Firms with leading technological positions do not necessarily have to licence their technology to other suppliers but may do so for strategic reasons, for example generating additional revenue without taking on manufacturing risk. In some situations, the refusal to licence IP can infringe competition law. This is typically only under exceptional circumstances where a provider is in a dominant position and the IP is an essential input in another market. For example, there was previously a case against Microsoft for refusing to licence the specifications required to ensure interoperability of Windows to manufacturers of competitor server operating systems (European Union, 2007[75]). More recently there have been reported investigations into the licencing terms of the Microsoft cloud (Godoy, 2024[76]) (Reuters, 2025[77]), as well as complaints reportedly being raised by Qualcomm (a chip maker) about ARM’s (Chip IP developer) licensing model.1
There are broadly two types of licenses in the sector (Business Software Allliance, 2005[78]):
proprietary or commercial licenses - which restrict usage to specific terms often involving fees and limited redistribution
open-source licences – which aim to promote collaboration and innovation by allowing free use and modification.
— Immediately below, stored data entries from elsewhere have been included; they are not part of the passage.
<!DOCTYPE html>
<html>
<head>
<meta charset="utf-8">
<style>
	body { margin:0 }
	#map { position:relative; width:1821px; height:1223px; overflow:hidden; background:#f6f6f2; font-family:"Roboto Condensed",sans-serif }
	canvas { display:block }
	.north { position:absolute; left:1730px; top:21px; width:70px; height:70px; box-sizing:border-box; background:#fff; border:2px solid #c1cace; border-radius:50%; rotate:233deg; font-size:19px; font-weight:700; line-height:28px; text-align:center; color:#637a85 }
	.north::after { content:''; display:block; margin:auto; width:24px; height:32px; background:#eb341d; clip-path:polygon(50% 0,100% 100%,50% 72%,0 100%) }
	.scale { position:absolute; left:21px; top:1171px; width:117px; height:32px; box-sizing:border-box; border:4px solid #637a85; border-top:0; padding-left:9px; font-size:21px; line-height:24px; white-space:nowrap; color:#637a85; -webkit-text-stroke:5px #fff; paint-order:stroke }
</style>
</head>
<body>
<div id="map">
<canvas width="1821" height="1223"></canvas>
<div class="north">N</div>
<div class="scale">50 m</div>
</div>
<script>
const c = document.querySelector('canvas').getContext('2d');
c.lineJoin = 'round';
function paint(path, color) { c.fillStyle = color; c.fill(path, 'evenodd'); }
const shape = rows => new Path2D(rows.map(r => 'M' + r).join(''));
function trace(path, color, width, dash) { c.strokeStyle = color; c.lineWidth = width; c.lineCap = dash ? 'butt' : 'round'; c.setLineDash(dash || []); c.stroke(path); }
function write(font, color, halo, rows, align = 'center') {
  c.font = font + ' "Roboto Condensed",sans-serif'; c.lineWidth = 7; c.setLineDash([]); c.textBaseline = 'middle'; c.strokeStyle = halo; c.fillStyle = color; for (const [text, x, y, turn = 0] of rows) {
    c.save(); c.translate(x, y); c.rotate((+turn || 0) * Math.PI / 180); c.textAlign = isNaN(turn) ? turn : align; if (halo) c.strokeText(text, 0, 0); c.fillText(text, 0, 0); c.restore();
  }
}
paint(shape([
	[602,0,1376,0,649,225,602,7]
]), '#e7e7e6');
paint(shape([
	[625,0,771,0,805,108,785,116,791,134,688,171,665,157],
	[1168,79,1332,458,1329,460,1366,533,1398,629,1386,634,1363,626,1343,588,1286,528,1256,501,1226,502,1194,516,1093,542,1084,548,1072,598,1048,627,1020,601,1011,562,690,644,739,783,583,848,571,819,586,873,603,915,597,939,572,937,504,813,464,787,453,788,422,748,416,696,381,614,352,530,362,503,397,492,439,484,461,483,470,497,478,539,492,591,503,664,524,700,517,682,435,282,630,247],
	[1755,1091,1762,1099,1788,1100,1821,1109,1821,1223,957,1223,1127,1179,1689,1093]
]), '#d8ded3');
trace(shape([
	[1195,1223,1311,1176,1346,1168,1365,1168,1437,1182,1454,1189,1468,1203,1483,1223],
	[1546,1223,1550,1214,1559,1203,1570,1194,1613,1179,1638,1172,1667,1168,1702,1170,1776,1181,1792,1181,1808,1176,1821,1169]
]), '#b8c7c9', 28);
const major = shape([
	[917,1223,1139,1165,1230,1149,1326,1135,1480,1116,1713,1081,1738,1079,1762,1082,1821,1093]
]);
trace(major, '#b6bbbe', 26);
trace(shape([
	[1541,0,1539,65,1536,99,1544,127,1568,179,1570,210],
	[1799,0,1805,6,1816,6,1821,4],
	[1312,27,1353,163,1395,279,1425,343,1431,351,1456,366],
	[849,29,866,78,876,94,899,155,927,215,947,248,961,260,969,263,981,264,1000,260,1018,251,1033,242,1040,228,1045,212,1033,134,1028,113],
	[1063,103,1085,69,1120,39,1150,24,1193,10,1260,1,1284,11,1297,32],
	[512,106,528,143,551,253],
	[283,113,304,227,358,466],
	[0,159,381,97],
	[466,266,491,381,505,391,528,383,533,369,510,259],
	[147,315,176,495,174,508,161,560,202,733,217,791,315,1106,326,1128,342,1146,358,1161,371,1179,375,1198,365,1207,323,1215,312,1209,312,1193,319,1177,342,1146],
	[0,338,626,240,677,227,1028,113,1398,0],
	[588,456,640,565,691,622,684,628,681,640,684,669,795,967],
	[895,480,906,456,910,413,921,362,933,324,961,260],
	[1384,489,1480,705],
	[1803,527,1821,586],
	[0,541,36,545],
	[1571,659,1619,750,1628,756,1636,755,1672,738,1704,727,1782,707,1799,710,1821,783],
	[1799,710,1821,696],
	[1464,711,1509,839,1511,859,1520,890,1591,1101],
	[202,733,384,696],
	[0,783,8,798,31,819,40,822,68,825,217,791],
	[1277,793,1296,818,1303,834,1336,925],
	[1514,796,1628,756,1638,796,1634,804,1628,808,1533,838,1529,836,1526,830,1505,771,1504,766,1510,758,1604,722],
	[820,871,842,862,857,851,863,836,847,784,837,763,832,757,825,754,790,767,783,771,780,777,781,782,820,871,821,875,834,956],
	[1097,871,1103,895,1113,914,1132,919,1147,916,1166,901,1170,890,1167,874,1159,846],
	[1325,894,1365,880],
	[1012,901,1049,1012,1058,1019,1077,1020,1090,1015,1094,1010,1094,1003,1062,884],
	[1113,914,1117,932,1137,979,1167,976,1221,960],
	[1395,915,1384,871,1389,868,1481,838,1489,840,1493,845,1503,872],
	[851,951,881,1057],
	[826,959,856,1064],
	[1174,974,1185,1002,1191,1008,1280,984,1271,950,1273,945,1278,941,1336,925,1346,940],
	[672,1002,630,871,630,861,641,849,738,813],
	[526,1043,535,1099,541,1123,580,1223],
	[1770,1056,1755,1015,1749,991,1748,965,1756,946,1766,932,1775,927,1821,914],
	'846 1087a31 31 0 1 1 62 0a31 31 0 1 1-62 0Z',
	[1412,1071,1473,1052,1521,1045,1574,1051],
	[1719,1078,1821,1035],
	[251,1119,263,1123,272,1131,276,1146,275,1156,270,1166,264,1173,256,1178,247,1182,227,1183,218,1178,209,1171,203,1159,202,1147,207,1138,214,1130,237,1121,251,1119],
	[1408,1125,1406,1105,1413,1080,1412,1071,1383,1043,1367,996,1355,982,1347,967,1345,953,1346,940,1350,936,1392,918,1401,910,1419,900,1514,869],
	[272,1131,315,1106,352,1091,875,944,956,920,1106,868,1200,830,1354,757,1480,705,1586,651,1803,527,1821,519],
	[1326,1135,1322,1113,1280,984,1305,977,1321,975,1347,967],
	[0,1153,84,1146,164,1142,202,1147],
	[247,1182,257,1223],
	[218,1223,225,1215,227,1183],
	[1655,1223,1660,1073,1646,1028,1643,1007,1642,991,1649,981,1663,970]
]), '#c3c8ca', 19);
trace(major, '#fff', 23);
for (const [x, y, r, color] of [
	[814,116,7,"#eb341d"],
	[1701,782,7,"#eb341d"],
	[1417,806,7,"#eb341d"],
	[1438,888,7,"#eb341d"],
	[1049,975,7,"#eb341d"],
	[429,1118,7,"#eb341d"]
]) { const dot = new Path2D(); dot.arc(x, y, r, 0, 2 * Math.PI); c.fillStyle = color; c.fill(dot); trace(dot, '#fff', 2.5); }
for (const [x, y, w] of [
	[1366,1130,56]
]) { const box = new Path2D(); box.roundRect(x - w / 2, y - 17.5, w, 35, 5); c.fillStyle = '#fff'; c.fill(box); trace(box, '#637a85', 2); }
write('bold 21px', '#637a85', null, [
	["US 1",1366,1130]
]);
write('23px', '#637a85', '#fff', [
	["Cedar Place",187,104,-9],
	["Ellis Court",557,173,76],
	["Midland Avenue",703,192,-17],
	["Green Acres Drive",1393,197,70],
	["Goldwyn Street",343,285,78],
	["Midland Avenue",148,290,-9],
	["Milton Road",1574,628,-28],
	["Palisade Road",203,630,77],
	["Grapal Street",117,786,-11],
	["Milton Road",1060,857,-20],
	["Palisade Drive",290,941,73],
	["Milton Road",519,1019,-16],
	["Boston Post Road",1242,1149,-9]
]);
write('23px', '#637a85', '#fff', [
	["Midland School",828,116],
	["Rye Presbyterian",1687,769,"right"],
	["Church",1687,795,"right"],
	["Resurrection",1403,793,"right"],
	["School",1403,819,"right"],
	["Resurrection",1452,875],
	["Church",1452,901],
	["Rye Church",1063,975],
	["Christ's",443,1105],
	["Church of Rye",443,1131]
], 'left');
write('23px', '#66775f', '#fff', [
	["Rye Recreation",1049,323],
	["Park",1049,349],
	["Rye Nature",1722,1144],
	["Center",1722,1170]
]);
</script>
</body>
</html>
The use of open-source licences has increasingly been used as a strategic tool by companies seeking to overcome the ecosystem advantages that a technology first mover has gained (see, for example, (Klotz, 2025[79])). This strategy encourages other players in the sector to contribute to systems and technologies around an open-source system which is not under proprietary control helping to reduce potential ecosystem barriers to entry and expansion.
Licensing can raise challenges for competition authorities in some circumstances, and they will need to carefully balance the need to protect intellectual property rights and ensure innovation and investment are not discouraged with the need to prevent dominant firms from leveraging the technology to exclude rivals from other markets. In doing so authorities may need to consider the likelihood to which rivals would be able to leverage open-source technologies to develop alternative solutions.
Beyond the complex interaction of intellectual property and competition, markets based on high levels of innovation may face other competition issues including high concentration and barriers to entry which are discussed further below.